Bien visto el punto, la lengua, equivalente, en el caso que nos ocupa, a la trama interpretativa de los conquistadores, constituyó un instrumento más de opresión, reflejado en una visión del mundo basada en sus preconcebidas y falsas denominaciones, aplicadas a los territorios supuestamente “descubiertos”. Así, como España era el pueblo elegido de Dios, los invasores españoles llamaron brujos o hechiceros a los chamanes, infieles a los aborígenes, y mezquitas a los templos mesoamericanos. De ahí que López de Gómara escribiera: “Comenzaron las conquistas de indios, acabada la de los moros, porque siempre guerrearan españoles contra los infieles”. Más aún, como Jesús ordenó a sus discípulos predicar el Evangelio a toda la humanidad, los teólogos, como lo sugiere Fray Bernardino de Sahagún en su Historia General de las cosas de la Nueva España, interpretaron haber encontrado, cifrada, en los textos sagrados, la profecía del “descubrimiento de América”.

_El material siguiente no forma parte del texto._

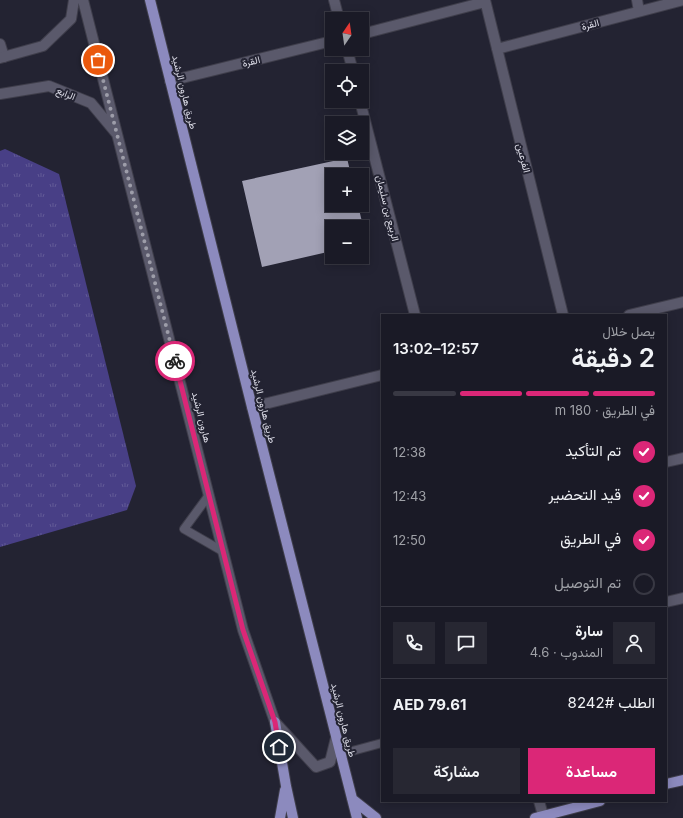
<!DOCTYPE html>
<html lang="ar">
<meta charset="utf-8">
<style>
body{margin:0;font-family:Inter,Vazirmatn,sans-serif;background:#272732;color:#f1f3f6;direction:rtl;height:100vh;display:flex;flex-direction:column;font-size:15px;white-space:nowrap}
*{box-sizing:border-box;margin:0}
p{font-size:13px;color:#9fa1a7}
.icon{flex:none;width:22px;height:22px;fill:none;stroke:currentColor;stroke-width:2;stroke-linecap:round;stroke-linejoin:round}
.map{position:relative;flex:1;overflow:hidden;direction:ltr}
.drawer{position:absolute;left:381px;top:314px;width:286px;height:488px;display:flex;flex-direction:column;background:#1a1a26;border-radius:0px;box-shadow:0 2px 10px #0003,0 0 0 1px #383843;direction:rtl}
.drawer>*{flex:none}
.needle{width:26px;rotate:13deg}
.tools{position:absolute;left:325px;top:12px;display:grid;gap:8px}
.tools a{display:grid;place-items:center;width:44px;height:44px;border-radius:0px;background:#1a1a26;box-shadow:0 2px 10px #0003,0 0 0 1px #383843;font-size:20px}
.pin{position:absolute;display:grid;place-items:center;width:34px;height:34px;color:#fff;margin:-17px;border:2px solid #fff;border-radius:50%;box-shadow:0 1px 4px #0007}
.courier{position:absolute;display:grid;place-items:center;width:40px;height:40px;margin:-20px;border:3px solid #db2777;border-radius:50%;background:#fff;color:#222;box-shadow:0 1px 5px #0007}
.head em{font-style:normal;font-weight:600}
.head div{display:flex;flex-direction:column-reverse}
.head{display:flex;align-items:center;justify-content:space-between;height:68px;padding:0 12px}
h1{font-size:26px;font-weight:600;line-height:30px}
.bar{display:grid;grid-template-columns:repeat(4,1fr);gap:6px 4px;align-content:center;height:48px;padding:0 12px}
.bar i{height:5px;border-radius:3px;background:#383843}
.bar .active{background:#db2777}
.bar p{grid-column:span 4}
.line{display:flex;align-items:center;gap:10px;padding:0 12px;border-top:1px solid #383843}
.line div{flex:1}
.round{display:grid;place-items:center;flex:none;width:42px;height:42px;border-radius:0px;background:#272732}
ol{padding:0 12px;list-style:none}
li{display:flex;align-items:center;gap:12px;height:44px}
li p{margin-inline-start:auto}
li .icon{padding:4px;border-radius:50%;background:#db2777;color:#fff;stroke-width:4}
li:last-child{color:#9fa1a7}
li i{width:22px;height:22px;border:2px solid #383843;border-radius:50%}
.button{display:flex;gap:8px;margin-top:auto;padding:8px 12px}
.button a{flex:1;height:46px;border-radius:0px;background:#db2777;color:#fff;font-size:16px;font-weight:600;line-height:46px;text-align:center}
.button a+a{background:#272732;color:#f1f3f6}
.map>svg:first-child{display:block}
.park{fill:url(#park-tufts)}
.building{fill:#a2a1b5}
.lines{fill:none;stroke-linecap:round;stroke-linejoin:round}
.service-casing{stroke:#3f3e4b;stroke-width:10}
.minor-casing{stroke:#3f3e4b;stroke-width:12}
.tertiary-casing{stroke:#3f3e4b;stroke-width:12}
.primary-casing{stroke:#3f3e4b;stroke-width:12}
.service{stroke:#5a596b;stroke-width:8}
.minor{stroke:#5a596b;stroke-width:10}
.tertiary{stroke:#5a596b;stroke-width:10}
.primary{stroke:#8c8abe;stroke-width:10}
.done{stroke:#9d9da9;stroke-width:4;stroke-dasharray:0 7.2}
.route{stroke:#db2777;stroke-width:5}
.labels{text-anchor:middle;stroke-width:4;stroke-linejoin:round;paint-order:stroke}
.street-label{font-size:10px;fill:#dedee9;stroke:#232332}
</style>
<div class="map">
<svg width="683" height="818" viewBox="0 0 683 818">
<defs>
<pattern id="park-tufts" width="24" height="20" patternUnits="userSpaceOnUse"><rect width="24" height="20" fill="#483f86"/><path d="M3 7l-1-3M5 7V3M7 7l1-3M15 17l-1-3M17 17v-4M19 17l1-3" fill="none" stroke="#625a97"/></pattern>
</defs>
<rect width="100%" height="100%" fill="#232332"/>
<path class="park" d="M5 149 59 174 136 486 127 510 0 547V151Z"/>
<path class="building" d="M347 158 351 175H332V205H358L367 243 362 244V227H332V251L262 267 242 181Z"/>
<g class="lines">
<defs>
<path id="service" d="M209 495 184 529 224 552
M341 754 382 743"/>
<path id="minor" d="M334 0 339 19
M485 0 563 315
M637 0 639 11
M362 34 485 2
M0 44 4 57
M347 49 353 71
M497 49 683 0
M170 81 332 41
M360 101 415 315
M629 315 683 302
M252 407 382 375
M666 462 683 458
M666 602 683 598
M539 801 543 815"/>
<path id="tertiary" d="M83 0 243 630 275 722 316 767 330 762 336 738
M0 58 43 46 71 19 74 0
M0 94 49 86 91 103 116 133"/>
<path id="primary" d="M150 0 252 407 357 818
M275 722 286 786 293 818
M666 784 683 780
M352 799 376 818
M280 818 285 790
M535 818 600 801"/>
</defs>
<use href="#service" class="service-casing"/>
<use href="#minor" class="minor-casing"/>
<use href="#tertiary" class="tertiary-casing"/>
<use href="#primary" class="primary-casing"/>
<use href="#service" class="service"/>
<use href="#minor" class="minor"/>
<use href="#tertiary" class="tertiary"/>
<use href="#primary" class="primary"/>
</g>
<g class="lines">
<path class="done" d="M98 60 175 361"/>
<path class="route" d="M175 361 243 630 275 722 279 747"/>
</g>
<g class="labels">
<g class="street-label">
<text transform="translate(590 24) rotate(-15)" y="4">القرة</text>
<text transform="translate(251 61) rotate(-14)" y="4">القرة</text>
<text transform="translate(185 92) rotate(76)" y="4">طريق هارون الرشيد</text>
<text transform="translate(66 93) rotate(22)" y="4">الرابع</text>
<text transform="translate(524 158) rotate(76)" y="4">الفرعين</text>
<text transform="translate(388 208) rotate(76)" y="4">الربيع بن سليمان</text>
<text transform="translate(264 406) rotate(76)" y="4">طريق هارون الرشيد</text>
<text transform="translate(202 417) rotate(76)" y="4">هارون الرشيد</text>
<text transform="translate(344 720) rotate(76)" y="4">طريق هارون الرشيد</text>
</g>
</g>
</svg>
<div class="tools">
<a><svg class="needle" viewBox="-14 -14 28 28"><path d="M0-13l5 13h-10z" fill="#e53935"/><path d="M0 13l5-13h-10z" fill="#9fa1a7"/></svg></a>
<a><svg class="icon" aria-label="locate" viewBox="0 0 24 24"><circle cx="12" cy="12" r="6"/><path d="M12 2v4M12 18v4M2 12h4M18 12h4"/></svg></a>
<a><svg class="icon" aria-label="layers" viewBox="0 0 24 24"><path d="M12 4l9 5-9 5-9-5zM3 14l9 5 9-5"/></svg></a>
<a>+</a>
<a>−</a>
</div>
<div class="pin" style="left:98px;top:60px;background:#ea580c"><svg class="icon" aria-label="bag" viewBox="0 0 24 24"><path d="M5 8h14l-1 12H6zM9 8a3 3 0 0 1 6 0"/></svg></div>
<div class="pin" style="left:279px;top:747px;background:#1f2937"><svg class="icon" aria-label="home" viewBox="0 0 24 24"><path d="M3 11l9-7 9 7M6 9v11h12V9"/></svg></div>
<div class="courier" style="left:175px;top:361px"><svg class="icon" aria-label="bike" viewBox="0 0 24 24"><circle cx="6" cy="16" r="4"/><circle cx="18" cy="16" r="4"/><path d="M6 16l4-8h5l3 8M10 8l3 8H6M13 5h3"/></svg></div>
<section class="drawer">
<div class="head"><div><h1>2 دقيقة</h1><p>يصل خلال</p></div><em>12:57–13:02</em></div>
<div class="bar"><i class="active"></i><i class="active"></i><i class="active"></i><i></i><p>في الطريق · 180 m</p></div>
<ol>
<li><svg class="icon" aria-label="check" viewBox="0 0 24 24"><path d="M5 12l5 5 9-10"/></svg>تم التأكيد<p>12:38</p></li>
<li><svg class="icon" aria-label="check" viewBox="0 0 24 24"><path d="M5 12l5 5 9-10"/></svg>قيد التحضير<p>12:43</p></li>
<li><svg class="icon" aria-label="check" viewBox="0 0 24 24"><path d="M5 12l5 5 9-10"/></svg>في الطريق<p>12:50</p></li>
<li><i></i>تم التوصيل</li>
</ol>
<div class="line" style="height:72px"><a class="round"><svg class="icon" aria-label="person" viewBox="0 0 24 24"><circle cx="12" cy="8" r="4"/><path d="M4 21q1-7 8-7t8 7"/></svg></a><div><b>سارة</b><p>المندوب · 4.6</p></div><a class="round"><svg class="icon" aria-label="chat" viewBox="0 0 24 24"><path d="M4 5h16v11H9l-5 4z"/></svg></a><a class="round"><svg class="icon" aria-label="phone" viewBox="0 0 24 24"><path d="M5 4h4l2 5-3 2q2 4 5 5l2-3 5 2v4C11 20 4 13 5 4z"/></svg></a></div>
<div class="line" style="height:52px"><div>الطلب #8242</div><b>AED 79.61</b></div>
<div class="button"><a>مساعدة</a><a>مشاركة</a></div>
</section>
</div>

Pero como la ideología dominante es la de la clase dominante, dicha conceptualización o recreación mitológica de los territorios invadidos, todavía responde a la deshonra e incompatibilidad con nuestra identidad originaria. Ello así, en virtud de que aún acuñamos las categorías conceptuales eurocéntricas y de despojo: América, América Latina e Iberoamérica. El caso no es que rechacemos el bagaje cultural europeo como parte, forzosamente, de nuestra conformación o idiosincrasia histórica. ¡No! El problema descansa, fundamentalmente, sobre los poderes fáticos en su cometido de mantener la visión y misión civilizatoria europea como la cultura hegemónica, en un espacio multicultural y multiétnico ya instaurado. Herencia, irremediablemente, de “la invención de América”, durante cuyo proceso los colonizadores, bajo el patrocinio del sacro-mercantilista imperio español, originaron el desplazamiento y exterminio de los pueblos originarios del continente de Abya Yala, forjando un mundo “maravilloso” sustentado en valores etnocéntricos.